# AIM OF THE TASK:
Go through the lines below and tally those containing the string "align". Respond with the number only.

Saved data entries
◆ ◆ ◆ ◆ ◆ ◆ ◆

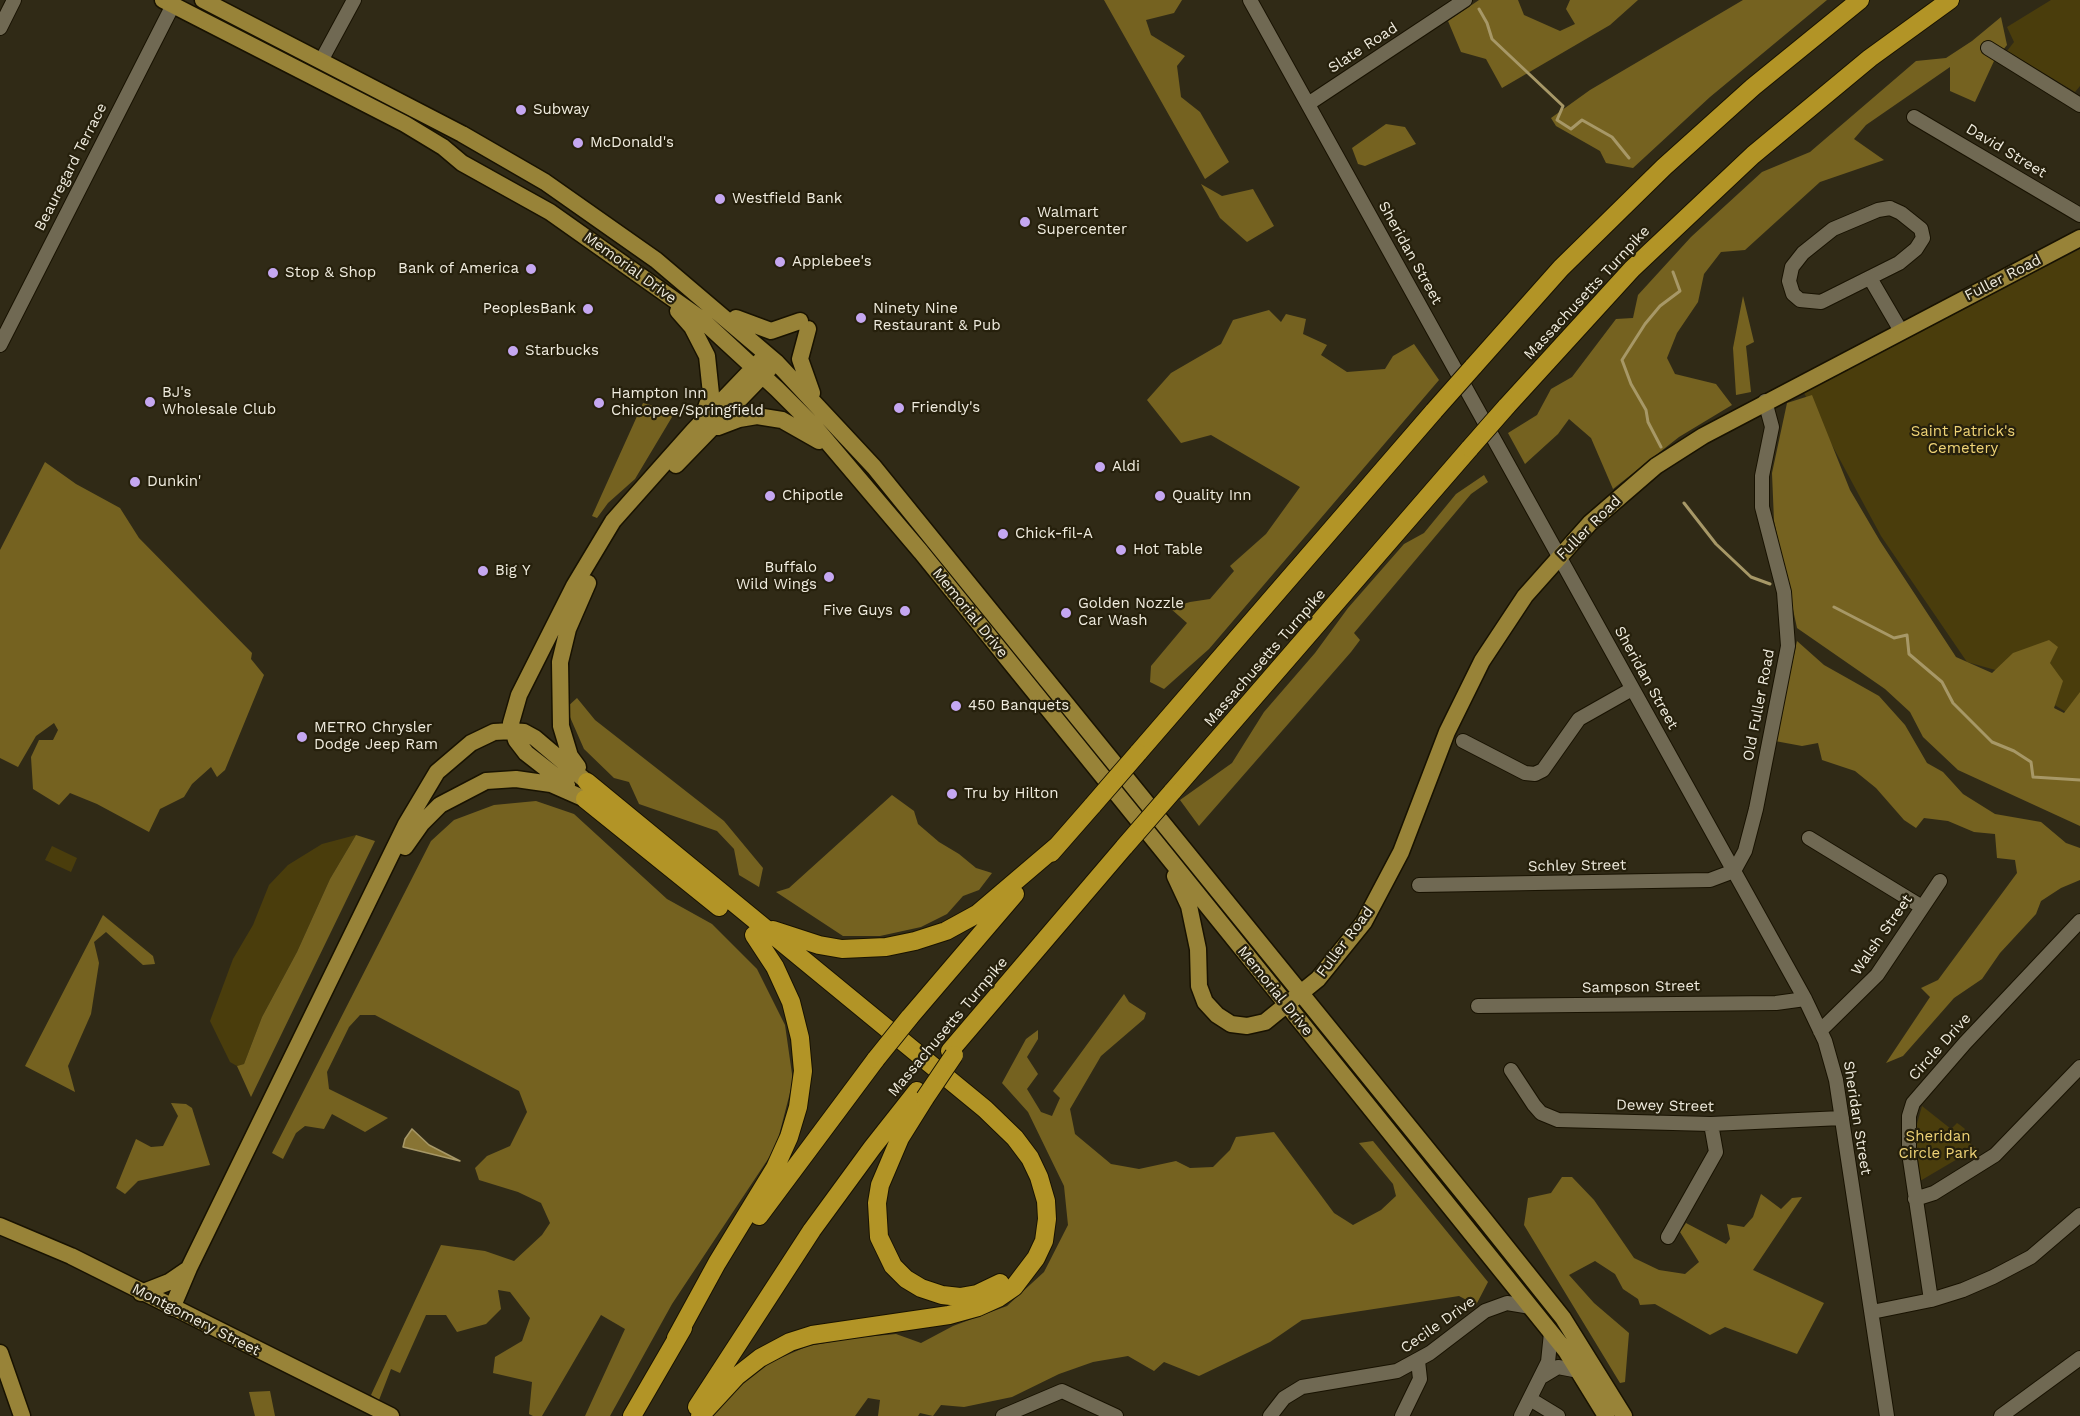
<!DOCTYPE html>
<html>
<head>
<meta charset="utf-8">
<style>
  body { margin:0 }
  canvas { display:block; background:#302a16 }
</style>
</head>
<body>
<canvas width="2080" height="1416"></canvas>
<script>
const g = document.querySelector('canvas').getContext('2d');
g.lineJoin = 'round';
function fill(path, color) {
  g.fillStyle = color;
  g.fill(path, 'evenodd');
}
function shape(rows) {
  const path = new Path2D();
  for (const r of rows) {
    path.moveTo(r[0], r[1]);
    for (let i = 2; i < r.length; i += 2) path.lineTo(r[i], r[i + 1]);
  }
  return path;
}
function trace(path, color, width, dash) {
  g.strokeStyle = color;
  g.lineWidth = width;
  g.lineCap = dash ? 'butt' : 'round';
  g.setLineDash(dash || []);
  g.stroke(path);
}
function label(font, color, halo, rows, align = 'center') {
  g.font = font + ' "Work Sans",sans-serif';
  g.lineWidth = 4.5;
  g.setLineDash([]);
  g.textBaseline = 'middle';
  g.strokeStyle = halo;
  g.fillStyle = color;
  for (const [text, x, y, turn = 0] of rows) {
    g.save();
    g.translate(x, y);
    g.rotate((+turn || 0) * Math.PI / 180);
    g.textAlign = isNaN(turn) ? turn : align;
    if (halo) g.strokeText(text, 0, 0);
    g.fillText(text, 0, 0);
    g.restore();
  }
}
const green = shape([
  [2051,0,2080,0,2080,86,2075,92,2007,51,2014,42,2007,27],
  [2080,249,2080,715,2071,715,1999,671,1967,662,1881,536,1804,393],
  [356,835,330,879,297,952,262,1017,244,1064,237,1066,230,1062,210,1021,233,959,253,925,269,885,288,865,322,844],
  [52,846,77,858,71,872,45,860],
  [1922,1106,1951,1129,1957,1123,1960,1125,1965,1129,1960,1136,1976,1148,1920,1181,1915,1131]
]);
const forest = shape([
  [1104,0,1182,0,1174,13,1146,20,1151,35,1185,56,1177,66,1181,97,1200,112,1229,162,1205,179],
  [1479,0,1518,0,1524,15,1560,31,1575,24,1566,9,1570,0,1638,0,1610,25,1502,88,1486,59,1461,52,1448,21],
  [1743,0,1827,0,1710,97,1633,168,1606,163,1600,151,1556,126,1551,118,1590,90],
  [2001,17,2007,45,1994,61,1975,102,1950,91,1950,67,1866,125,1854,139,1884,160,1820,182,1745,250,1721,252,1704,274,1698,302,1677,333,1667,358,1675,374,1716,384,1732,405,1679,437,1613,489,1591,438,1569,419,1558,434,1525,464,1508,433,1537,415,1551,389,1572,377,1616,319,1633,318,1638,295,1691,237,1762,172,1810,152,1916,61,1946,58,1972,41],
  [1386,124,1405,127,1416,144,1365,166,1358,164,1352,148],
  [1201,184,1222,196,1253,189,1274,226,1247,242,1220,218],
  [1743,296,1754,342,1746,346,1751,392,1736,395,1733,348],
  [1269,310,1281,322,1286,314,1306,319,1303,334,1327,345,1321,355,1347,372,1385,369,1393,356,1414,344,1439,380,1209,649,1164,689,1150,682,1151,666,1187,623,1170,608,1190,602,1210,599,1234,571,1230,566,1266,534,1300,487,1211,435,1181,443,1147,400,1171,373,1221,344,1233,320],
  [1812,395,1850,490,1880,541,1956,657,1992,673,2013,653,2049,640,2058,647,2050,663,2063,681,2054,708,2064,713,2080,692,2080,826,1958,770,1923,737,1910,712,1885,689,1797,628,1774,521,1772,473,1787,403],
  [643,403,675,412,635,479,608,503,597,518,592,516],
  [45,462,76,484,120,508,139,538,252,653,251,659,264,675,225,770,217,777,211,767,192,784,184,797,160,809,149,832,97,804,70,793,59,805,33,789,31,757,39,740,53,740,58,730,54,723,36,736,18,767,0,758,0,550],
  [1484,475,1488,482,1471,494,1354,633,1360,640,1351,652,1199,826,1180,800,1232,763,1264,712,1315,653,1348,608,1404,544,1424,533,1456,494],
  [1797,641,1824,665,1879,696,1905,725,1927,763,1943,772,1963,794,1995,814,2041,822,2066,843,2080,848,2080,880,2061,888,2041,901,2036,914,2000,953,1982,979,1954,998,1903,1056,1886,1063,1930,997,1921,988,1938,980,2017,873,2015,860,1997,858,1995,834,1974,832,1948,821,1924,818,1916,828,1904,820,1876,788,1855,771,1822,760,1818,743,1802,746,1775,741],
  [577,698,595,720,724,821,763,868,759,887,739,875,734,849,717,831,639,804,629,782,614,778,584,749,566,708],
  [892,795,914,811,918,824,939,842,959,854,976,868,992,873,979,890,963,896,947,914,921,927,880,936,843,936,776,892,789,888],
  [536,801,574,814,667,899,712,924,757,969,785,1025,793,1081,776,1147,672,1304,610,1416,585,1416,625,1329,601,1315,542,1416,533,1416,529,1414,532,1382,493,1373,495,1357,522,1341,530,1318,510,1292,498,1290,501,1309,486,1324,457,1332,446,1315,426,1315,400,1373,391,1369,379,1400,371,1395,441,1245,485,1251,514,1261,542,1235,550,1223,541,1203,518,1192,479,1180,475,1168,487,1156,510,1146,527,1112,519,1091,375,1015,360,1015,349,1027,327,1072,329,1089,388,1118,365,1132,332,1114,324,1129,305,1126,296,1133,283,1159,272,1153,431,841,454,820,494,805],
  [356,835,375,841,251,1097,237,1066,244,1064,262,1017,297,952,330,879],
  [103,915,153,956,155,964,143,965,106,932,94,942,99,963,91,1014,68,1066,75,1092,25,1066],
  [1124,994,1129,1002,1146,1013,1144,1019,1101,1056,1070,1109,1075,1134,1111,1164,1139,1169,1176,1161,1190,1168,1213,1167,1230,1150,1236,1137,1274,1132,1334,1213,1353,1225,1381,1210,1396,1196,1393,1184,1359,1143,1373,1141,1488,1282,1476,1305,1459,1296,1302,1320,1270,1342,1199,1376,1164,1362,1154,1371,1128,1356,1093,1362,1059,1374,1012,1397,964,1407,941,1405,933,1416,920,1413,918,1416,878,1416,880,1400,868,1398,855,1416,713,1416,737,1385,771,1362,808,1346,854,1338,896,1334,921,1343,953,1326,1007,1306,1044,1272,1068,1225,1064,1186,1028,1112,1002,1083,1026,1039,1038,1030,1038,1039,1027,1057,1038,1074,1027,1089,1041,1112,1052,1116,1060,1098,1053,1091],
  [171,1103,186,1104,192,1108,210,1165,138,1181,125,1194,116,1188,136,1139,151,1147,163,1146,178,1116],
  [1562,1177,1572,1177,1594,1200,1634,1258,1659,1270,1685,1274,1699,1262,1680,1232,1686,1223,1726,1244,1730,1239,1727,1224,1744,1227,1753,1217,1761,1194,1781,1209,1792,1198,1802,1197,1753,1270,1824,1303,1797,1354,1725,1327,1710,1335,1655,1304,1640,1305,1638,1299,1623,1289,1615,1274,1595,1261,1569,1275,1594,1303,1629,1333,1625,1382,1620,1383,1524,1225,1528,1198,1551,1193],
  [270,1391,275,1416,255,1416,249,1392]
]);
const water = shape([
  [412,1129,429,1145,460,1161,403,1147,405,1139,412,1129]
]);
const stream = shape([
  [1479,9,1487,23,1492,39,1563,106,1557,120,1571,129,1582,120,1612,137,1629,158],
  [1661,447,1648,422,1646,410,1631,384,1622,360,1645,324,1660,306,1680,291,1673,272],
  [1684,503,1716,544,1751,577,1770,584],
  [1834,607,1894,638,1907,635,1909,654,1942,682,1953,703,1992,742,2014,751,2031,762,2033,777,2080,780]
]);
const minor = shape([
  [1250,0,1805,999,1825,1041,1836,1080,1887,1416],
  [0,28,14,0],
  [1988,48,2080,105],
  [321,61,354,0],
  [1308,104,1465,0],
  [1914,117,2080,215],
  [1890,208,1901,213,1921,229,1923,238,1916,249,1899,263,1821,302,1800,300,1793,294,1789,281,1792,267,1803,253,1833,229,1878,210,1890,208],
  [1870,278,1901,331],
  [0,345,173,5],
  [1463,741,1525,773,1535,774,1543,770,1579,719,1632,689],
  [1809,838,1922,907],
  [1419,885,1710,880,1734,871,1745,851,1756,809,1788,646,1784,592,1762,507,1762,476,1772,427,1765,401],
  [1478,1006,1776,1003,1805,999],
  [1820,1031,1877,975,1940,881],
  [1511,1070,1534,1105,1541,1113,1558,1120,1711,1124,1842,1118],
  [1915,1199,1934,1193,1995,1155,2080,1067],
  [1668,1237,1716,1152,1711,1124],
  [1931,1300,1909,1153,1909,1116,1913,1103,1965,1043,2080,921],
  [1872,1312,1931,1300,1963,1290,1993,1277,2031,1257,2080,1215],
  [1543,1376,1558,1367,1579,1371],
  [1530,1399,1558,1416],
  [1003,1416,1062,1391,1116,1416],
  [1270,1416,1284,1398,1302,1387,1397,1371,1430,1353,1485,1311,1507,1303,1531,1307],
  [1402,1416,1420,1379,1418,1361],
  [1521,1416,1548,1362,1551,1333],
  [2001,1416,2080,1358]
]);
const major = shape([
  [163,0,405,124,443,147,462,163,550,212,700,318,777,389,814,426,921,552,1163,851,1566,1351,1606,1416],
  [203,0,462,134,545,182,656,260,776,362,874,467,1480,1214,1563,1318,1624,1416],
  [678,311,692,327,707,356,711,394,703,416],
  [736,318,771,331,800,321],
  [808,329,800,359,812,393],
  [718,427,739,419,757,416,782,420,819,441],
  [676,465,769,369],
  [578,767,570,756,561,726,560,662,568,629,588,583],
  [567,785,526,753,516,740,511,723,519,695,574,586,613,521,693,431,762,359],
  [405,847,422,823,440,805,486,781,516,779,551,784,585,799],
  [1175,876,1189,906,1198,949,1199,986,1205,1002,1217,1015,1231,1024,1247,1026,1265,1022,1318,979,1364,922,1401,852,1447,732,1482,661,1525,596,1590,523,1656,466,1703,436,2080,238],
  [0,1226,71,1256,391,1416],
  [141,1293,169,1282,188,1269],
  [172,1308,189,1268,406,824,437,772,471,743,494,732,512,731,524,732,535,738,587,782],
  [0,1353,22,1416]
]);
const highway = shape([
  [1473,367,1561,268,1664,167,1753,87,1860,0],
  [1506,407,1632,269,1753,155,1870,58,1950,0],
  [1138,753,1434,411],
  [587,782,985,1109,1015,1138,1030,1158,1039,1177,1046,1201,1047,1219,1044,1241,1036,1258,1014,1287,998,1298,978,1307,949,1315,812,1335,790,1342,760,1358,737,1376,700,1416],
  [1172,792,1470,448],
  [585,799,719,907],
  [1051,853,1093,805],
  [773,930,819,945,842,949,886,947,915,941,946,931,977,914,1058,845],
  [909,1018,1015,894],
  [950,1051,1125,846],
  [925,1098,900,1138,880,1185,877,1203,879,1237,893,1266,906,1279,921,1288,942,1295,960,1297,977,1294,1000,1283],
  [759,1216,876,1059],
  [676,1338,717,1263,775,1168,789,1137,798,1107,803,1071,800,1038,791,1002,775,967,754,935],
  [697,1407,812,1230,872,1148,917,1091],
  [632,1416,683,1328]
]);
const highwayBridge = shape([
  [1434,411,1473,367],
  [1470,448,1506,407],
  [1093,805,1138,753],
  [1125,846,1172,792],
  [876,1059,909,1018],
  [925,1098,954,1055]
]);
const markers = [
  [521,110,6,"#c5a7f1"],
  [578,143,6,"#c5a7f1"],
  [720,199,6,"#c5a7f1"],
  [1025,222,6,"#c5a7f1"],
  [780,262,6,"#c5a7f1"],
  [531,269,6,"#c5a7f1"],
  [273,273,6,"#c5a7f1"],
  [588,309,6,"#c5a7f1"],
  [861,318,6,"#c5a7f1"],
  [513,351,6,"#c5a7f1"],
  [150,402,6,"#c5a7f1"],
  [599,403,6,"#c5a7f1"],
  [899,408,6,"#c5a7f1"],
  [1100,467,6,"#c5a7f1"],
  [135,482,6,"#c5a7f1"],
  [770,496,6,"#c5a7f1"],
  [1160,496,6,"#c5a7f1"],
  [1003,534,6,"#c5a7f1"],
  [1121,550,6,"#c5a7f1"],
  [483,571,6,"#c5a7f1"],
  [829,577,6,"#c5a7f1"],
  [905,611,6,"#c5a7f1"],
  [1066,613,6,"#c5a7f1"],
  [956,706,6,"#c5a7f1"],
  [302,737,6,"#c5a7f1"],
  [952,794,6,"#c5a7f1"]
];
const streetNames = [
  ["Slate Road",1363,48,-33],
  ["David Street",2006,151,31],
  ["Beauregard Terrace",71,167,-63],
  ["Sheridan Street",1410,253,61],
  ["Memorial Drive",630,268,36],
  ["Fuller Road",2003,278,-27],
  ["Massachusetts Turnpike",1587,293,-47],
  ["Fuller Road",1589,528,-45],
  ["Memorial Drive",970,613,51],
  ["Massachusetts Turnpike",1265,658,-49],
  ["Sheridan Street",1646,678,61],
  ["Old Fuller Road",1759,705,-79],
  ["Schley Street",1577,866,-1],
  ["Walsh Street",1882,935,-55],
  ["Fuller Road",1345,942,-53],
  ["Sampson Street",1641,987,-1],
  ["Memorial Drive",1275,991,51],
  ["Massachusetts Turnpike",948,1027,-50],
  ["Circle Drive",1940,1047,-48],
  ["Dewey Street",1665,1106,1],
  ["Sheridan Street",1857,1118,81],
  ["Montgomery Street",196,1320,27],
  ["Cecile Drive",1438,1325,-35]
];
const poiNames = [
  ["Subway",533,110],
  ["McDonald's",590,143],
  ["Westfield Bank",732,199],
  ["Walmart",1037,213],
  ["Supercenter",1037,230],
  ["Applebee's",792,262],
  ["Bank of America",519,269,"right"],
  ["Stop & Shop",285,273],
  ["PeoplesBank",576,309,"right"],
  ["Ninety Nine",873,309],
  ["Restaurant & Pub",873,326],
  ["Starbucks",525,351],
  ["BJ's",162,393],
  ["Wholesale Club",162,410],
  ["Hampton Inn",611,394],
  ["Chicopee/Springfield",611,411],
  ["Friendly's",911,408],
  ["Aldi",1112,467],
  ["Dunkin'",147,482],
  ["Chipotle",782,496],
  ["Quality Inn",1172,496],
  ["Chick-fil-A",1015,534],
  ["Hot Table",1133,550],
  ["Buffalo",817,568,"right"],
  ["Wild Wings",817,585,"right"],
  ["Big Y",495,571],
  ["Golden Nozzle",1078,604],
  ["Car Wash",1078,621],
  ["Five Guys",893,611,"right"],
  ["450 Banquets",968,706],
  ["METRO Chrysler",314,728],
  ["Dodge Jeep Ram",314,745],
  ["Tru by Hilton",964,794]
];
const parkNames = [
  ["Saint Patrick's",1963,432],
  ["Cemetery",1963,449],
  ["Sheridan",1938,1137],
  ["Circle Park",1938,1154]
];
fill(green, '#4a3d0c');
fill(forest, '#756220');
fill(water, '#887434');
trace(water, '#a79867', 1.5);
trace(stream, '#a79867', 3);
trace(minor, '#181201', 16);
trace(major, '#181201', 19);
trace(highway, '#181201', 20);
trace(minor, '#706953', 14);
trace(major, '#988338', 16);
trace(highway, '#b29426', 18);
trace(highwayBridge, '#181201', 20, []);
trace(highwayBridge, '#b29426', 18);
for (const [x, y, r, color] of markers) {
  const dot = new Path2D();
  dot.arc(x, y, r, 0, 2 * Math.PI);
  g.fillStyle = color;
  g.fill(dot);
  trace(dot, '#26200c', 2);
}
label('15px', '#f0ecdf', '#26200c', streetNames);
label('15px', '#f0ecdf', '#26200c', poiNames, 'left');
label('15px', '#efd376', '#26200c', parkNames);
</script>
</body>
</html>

◆ ◆ ◆ ◆ ◆ ◆ ◆

# OUTPUT BELOW:
2